(Extracted information)
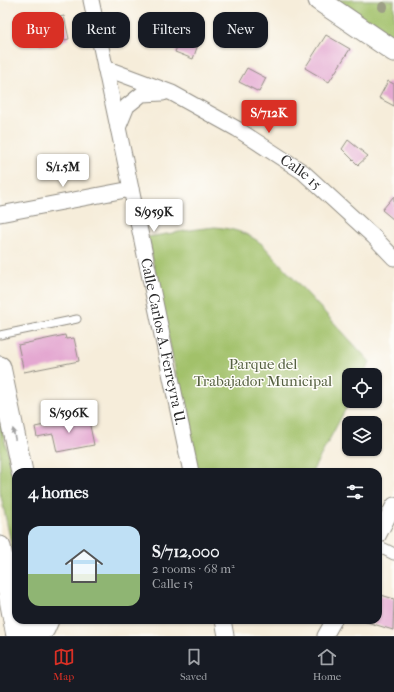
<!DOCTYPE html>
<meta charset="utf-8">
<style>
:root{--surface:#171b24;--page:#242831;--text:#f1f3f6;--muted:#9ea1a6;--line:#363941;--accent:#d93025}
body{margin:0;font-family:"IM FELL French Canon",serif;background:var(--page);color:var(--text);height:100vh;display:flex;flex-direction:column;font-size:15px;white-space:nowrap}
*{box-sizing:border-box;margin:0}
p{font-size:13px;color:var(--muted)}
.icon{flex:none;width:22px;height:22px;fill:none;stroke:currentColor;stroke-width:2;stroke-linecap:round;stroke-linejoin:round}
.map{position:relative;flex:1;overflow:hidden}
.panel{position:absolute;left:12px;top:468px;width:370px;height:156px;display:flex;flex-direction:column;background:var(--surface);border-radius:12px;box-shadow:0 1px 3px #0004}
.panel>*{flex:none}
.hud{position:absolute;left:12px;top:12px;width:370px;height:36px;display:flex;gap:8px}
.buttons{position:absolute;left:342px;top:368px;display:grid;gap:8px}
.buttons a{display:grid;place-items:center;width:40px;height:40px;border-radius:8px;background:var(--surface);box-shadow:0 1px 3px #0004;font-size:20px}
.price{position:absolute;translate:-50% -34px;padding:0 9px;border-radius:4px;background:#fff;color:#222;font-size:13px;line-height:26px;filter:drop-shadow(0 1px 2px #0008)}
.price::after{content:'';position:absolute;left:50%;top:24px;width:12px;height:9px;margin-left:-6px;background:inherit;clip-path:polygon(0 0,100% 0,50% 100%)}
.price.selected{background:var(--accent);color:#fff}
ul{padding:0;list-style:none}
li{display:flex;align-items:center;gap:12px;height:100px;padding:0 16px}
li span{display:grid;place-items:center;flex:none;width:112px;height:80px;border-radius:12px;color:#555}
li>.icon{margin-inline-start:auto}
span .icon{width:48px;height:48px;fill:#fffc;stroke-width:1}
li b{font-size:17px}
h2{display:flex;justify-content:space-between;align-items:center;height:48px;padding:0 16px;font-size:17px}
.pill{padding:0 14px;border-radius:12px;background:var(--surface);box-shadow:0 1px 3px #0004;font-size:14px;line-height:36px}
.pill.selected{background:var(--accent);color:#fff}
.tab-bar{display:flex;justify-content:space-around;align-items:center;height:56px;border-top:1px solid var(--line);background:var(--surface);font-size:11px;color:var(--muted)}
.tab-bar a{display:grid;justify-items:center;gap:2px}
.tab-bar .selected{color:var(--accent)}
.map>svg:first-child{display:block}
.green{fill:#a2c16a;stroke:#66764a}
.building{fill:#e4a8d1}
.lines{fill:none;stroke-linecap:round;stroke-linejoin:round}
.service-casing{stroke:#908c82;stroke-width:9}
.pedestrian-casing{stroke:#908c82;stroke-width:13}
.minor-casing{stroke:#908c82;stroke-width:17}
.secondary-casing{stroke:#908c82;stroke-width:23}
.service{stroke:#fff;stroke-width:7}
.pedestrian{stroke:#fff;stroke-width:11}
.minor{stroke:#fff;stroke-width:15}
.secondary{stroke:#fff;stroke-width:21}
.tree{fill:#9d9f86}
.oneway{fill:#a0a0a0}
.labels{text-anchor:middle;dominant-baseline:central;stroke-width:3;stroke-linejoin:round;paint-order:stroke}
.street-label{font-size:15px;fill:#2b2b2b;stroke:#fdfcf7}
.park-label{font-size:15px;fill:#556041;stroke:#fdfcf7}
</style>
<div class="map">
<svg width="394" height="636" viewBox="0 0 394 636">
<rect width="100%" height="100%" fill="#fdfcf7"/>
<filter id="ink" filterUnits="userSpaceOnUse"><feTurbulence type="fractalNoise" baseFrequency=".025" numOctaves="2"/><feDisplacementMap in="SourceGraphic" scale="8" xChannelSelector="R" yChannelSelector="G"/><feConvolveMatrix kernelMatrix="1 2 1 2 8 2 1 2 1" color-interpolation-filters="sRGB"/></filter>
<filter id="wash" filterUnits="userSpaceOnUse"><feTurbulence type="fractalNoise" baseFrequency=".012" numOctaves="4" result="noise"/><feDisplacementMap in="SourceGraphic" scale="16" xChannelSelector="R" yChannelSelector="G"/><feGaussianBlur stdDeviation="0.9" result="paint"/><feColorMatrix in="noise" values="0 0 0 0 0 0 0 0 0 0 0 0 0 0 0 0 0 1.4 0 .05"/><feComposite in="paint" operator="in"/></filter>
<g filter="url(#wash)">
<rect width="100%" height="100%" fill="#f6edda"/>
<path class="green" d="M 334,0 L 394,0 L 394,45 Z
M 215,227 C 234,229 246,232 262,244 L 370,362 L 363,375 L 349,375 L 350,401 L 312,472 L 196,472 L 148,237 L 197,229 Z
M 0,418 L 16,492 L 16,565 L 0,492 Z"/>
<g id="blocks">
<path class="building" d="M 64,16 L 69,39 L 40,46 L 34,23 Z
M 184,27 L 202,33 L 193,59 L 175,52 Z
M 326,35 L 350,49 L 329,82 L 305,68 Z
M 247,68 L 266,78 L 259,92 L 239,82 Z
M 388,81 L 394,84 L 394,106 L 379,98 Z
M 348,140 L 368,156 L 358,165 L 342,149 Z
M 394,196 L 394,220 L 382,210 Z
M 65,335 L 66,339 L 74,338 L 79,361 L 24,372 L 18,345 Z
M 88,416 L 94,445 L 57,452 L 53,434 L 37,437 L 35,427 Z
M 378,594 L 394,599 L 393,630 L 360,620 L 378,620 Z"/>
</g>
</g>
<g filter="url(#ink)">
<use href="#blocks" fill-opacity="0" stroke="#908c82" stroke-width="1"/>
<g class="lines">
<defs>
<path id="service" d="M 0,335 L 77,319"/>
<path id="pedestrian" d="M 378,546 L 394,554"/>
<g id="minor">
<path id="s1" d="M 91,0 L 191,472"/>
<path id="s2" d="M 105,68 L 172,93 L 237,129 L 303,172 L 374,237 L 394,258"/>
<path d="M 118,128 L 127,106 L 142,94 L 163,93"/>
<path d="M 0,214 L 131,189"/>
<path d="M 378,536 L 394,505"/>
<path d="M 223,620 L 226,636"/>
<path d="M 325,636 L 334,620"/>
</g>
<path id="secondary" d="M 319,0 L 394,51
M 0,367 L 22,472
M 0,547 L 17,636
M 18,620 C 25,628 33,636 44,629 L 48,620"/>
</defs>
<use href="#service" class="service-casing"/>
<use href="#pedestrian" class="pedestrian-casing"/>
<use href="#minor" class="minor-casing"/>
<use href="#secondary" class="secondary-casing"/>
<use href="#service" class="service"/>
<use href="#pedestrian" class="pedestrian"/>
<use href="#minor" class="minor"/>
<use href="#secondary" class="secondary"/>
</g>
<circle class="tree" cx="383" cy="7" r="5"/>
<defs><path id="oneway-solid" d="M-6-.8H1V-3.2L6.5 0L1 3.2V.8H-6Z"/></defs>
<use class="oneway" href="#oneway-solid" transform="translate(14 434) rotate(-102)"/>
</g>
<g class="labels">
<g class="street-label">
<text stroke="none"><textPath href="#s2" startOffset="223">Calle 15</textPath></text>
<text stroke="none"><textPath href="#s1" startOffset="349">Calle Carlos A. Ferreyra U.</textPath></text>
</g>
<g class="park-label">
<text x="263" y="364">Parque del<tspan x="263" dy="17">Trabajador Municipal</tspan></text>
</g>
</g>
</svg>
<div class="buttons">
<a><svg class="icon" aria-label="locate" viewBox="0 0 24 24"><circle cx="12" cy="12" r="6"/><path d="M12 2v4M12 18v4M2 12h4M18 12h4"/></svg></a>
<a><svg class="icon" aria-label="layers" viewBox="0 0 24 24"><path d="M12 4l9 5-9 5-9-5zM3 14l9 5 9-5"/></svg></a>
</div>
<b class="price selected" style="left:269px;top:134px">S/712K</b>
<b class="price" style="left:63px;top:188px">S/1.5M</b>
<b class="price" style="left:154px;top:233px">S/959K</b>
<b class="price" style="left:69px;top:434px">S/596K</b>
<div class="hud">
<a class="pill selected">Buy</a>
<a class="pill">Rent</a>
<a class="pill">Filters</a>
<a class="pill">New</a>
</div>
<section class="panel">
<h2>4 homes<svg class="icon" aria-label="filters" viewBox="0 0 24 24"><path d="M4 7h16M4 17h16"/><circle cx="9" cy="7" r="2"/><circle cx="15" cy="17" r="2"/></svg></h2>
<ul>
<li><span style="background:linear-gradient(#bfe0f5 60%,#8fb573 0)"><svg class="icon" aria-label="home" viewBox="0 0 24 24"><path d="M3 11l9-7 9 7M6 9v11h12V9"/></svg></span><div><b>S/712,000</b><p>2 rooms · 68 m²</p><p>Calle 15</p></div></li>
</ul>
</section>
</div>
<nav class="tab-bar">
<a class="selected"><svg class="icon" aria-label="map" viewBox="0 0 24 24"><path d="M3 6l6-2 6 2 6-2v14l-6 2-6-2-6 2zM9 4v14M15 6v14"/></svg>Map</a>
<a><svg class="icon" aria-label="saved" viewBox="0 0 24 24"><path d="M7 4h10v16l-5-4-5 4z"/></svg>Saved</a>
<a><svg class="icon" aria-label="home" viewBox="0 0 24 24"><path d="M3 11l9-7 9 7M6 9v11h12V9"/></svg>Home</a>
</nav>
* * *
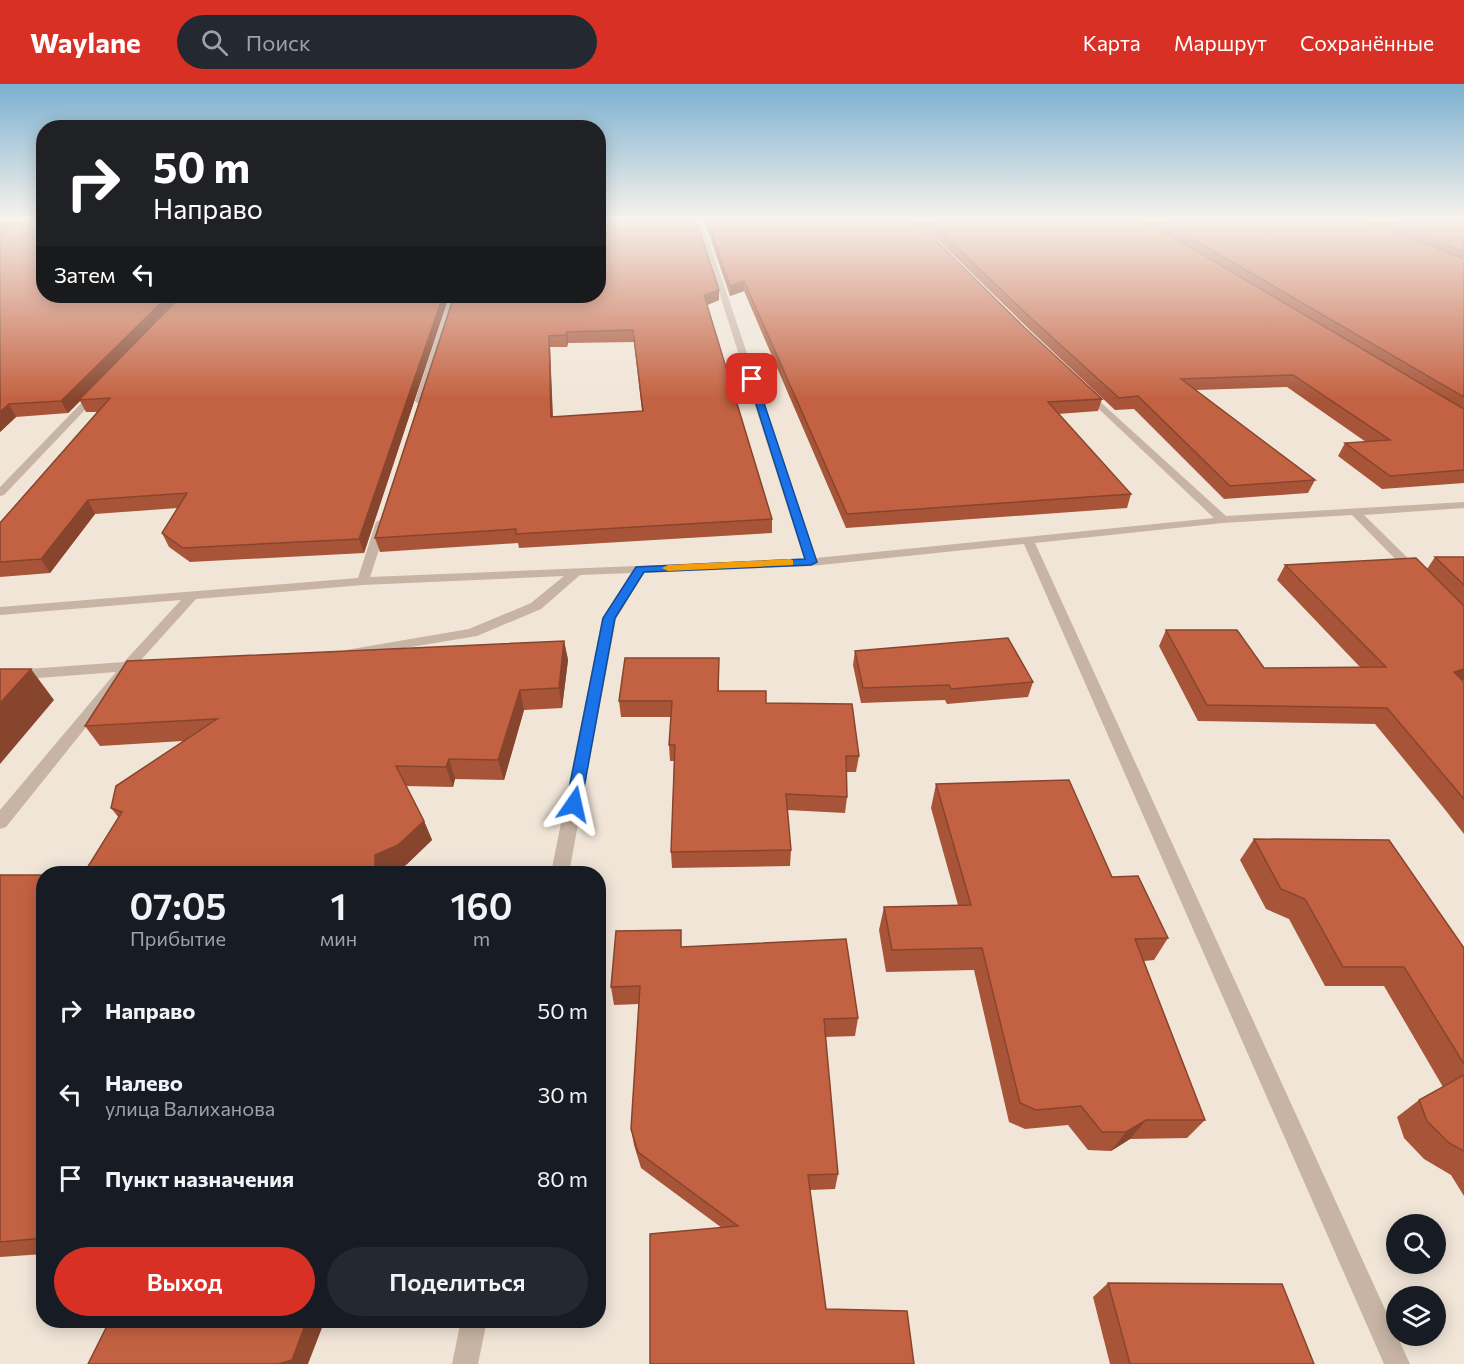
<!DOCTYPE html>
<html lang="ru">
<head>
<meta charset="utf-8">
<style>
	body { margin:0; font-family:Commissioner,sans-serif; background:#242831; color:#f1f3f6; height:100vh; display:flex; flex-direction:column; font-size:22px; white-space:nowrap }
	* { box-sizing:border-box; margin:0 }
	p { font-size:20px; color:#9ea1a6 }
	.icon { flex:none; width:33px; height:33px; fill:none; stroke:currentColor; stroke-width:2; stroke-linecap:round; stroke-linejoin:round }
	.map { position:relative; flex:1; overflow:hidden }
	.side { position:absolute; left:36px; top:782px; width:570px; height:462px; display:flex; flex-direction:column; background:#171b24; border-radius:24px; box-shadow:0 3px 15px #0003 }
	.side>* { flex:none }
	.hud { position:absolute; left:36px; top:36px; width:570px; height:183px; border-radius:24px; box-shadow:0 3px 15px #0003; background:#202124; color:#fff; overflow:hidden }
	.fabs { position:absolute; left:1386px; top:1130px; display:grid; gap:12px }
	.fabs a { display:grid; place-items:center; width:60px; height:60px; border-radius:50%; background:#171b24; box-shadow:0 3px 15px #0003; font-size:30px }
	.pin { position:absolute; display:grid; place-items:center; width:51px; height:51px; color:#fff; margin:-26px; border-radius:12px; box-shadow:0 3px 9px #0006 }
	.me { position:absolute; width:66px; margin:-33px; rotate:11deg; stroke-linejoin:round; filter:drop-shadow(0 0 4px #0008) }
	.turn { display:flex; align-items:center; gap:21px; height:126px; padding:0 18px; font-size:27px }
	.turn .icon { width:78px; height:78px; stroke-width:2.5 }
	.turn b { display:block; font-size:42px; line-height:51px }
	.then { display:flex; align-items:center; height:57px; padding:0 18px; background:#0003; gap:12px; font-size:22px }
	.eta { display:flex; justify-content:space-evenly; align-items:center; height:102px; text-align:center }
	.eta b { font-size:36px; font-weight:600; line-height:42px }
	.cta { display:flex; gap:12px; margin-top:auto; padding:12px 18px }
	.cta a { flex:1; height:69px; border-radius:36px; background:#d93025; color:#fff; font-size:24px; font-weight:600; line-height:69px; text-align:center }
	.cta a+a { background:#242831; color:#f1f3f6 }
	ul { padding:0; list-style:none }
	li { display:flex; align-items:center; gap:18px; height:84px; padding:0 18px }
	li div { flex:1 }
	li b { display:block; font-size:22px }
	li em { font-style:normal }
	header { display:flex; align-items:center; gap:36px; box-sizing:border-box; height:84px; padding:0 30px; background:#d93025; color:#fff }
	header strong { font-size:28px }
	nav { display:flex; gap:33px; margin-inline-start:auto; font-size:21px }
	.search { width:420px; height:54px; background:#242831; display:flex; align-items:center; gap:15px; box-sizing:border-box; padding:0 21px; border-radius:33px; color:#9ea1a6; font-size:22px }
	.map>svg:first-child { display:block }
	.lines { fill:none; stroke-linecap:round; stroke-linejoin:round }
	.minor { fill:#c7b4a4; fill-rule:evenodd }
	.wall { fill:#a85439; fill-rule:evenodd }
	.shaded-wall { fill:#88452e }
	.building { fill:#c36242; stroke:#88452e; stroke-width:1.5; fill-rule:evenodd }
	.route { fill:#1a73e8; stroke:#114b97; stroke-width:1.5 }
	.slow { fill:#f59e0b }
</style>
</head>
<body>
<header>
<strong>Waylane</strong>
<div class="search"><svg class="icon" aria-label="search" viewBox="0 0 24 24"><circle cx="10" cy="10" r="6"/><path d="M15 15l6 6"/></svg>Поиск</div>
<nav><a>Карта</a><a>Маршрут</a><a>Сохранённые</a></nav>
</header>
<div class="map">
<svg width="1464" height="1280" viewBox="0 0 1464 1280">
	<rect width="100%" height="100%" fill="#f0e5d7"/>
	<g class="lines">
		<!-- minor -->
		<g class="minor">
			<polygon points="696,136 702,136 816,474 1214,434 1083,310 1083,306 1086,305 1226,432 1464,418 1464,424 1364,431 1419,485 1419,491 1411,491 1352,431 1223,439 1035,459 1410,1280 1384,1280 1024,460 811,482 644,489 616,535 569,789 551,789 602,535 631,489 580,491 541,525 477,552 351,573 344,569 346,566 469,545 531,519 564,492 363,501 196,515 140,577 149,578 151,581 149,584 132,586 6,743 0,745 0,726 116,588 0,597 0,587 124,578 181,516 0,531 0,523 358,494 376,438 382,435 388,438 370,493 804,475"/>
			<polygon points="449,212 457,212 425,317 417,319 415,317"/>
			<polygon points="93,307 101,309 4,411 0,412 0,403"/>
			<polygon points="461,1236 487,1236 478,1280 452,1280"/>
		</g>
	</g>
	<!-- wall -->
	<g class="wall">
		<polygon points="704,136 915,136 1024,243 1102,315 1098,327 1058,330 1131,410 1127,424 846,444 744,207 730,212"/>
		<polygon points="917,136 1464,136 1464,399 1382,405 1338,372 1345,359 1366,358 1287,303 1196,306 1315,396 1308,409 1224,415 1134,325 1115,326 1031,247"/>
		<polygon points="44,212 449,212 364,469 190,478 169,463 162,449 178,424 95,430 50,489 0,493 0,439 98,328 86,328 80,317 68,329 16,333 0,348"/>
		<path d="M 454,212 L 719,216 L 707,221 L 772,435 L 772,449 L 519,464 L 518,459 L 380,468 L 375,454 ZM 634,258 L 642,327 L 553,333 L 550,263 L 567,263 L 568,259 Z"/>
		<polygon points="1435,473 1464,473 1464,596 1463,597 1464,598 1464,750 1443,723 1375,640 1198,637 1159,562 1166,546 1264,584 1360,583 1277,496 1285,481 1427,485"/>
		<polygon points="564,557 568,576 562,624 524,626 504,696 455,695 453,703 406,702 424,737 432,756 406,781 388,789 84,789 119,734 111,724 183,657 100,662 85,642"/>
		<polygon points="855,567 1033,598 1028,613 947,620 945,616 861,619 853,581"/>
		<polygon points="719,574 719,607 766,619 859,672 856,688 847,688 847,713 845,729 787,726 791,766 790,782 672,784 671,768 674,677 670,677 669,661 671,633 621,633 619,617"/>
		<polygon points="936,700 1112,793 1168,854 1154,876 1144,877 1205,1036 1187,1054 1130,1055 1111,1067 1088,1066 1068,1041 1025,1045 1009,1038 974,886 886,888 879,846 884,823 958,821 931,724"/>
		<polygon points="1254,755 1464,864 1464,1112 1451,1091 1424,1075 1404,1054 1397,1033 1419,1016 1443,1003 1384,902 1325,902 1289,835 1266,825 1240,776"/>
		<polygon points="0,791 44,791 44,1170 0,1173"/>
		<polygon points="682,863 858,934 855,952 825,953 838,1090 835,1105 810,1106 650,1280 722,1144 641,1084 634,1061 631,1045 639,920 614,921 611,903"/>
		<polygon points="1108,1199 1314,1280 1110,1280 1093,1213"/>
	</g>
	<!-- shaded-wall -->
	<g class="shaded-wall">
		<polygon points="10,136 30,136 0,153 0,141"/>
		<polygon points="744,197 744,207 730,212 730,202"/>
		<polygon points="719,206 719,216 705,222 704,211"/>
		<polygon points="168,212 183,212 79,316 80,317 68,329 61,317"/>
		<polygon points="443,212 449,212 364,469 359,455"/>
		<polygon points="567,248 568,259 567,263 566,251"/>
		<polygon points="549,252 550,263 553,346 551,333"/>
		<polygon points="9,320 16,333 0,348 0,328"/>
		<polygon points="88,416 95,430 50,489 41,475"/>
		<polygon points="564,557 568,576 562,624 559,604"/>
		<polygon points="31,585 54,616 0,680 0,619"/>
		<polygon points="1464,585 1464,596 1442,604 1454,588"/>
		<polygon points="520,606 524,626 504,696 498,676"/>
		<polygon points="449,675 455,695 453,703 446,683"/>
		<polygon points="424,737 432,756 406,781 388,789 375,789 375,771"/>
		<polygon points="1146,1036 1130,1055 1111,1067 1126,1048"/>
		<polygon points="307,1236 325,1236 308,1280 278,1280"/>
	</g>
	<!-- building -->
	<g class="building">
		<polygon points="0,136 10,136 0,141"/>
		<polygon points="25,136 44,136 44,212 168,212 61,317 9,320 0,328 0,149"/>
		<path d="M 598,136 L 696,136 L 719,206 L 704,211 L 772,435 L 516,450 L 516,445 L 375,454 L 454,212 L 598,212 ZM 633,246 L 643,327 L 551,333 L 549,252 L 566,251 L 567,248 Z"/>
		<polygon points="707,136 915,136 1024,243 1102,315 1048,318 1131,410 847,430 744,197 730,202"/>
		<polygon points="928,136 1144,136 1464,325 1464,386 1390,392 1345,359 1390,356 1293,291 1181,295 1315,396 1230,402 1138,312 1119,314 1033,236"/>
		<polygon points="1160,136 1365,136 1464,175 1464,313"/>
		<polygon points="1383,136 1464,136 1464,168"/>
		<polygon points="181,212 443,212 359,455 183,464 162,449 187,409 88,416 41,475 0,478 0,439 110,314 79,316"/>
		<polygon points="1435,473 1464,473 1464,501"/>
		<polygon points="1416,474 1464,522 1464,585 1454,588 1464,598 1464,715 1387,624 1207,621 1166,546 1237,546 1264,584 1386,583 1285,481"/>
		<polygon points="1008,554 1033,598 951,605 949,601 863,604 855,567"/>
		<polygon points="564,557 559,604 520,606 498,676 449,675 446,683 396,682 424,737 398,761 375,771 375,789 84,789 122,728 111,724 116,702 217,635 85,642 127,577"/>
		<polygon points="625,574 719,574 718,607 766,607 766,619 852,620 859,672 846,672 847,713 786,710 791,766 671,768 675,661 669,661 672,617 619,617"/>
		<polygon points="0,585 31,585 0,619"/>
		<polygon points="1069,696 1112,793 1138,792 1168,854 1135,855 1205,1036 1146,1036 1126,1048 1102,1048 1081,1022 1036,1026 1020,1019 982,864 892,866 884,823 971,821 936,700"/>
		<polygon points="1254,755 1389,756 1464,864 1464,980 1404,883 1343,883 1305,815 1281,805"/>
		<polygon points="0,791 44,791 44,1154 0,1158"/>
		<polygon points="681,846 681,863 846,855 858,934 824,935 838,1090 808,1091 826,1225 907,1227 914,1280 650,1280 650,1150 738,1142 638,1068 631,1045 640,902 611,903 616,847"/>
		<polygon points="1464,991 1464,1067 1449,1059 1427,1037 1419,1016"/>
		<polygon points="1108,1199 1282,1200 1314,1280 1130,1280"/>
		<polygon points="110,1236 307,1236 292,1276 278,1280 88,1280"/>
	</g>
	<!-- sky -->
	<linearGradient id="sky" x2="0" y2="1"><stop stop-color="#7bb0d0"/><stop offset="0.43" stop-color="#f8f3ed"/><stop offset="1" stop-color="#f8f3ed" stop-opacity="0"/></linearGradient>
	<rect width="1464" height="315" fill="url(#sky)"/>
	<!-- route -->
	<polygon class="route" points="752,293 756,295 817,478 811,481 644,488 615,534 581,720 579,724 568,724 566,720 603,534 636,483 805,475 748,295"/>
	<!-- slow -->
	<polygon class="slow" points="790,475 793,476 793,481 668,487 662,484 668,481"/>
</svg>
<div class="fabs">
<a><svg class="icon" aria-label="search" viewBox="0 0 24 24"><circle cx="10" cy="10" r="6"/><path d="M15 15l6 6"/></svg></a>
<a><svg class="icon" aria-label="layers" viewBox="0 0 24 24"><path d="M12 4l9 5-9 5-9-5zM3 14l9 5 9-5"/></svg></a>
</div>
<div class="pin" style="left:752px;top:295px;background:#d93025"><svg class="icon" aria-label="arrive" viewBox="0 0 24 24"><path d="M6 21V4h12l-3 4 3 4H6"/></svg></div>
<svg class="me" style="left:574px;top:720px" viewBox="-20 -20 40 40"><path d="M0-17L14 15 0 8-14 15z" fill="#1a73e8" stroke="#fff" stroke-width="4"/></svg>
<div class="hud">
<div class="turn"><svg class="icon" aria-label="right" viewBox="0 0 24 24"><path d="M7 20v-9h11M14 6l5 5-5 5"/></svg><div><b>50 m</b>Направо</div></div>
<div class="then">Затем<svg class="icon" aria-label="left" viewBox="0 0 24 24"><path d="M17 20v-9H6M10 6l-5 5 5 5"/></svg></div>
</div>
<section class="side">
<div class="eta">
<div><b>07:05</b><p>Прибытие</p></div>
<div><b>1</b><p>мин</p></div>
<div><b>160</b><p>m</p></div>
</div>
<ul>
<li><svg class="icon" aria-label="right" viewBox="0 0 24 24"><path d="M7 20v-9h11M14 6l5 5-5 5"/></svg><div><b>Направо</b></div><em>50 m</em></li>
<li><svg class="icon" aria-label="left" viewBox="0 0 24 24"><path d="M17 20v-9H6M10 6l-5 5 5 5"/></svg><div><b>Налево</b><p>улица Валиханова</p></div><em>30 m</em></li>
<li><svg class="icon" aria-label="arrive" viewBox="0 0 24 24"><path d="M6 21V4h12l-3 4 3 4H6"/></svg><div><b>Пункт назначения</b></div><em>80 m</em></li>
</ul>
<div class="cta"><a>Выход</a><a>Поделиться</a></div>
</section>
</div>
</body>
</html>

(Exercise instructions)
Lines above that contain the string "family" make up the answer.

(Response area)
body{margin:0;font-family:"IM FELL French Canon",serif;background:var(--page);color:var(--text);height:100vh;display:flex;flex-direction:column;font-size:15px;white-space:nowrap}
	body { margin:0; font-family:Commissioner,sans-serif; background:#242831; color:#f1f3f6; height:100vh; display:flex; flex-direction:column; font-size:22px; white-space:nowrap }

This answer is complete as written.